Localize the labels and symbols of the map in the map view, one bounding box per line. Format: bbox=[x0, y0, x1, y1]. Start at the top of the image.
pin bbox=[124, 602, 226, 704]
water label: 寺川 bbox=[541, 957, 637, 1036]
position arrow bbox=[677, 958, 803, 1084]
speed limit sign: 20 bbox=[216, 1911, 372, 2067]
□ □ □ □
Try it:
Extract the complete listing above, reproducing each line exactly.

Problem solution:
Localize the labels and symbols of the map in the map view, one bounding box per line. Format: bbox=[x0, y0, x1, y1]. Start at the top of the image.
pin bbox=[124, 602, 226, 704]
water label: 寺川 bbox=[541, 957, 637, 1036]
position arrow bbox=[677, 958, 803, 1084]
speed limit sign: 20 bbox=[216, 1911, 372, 2067]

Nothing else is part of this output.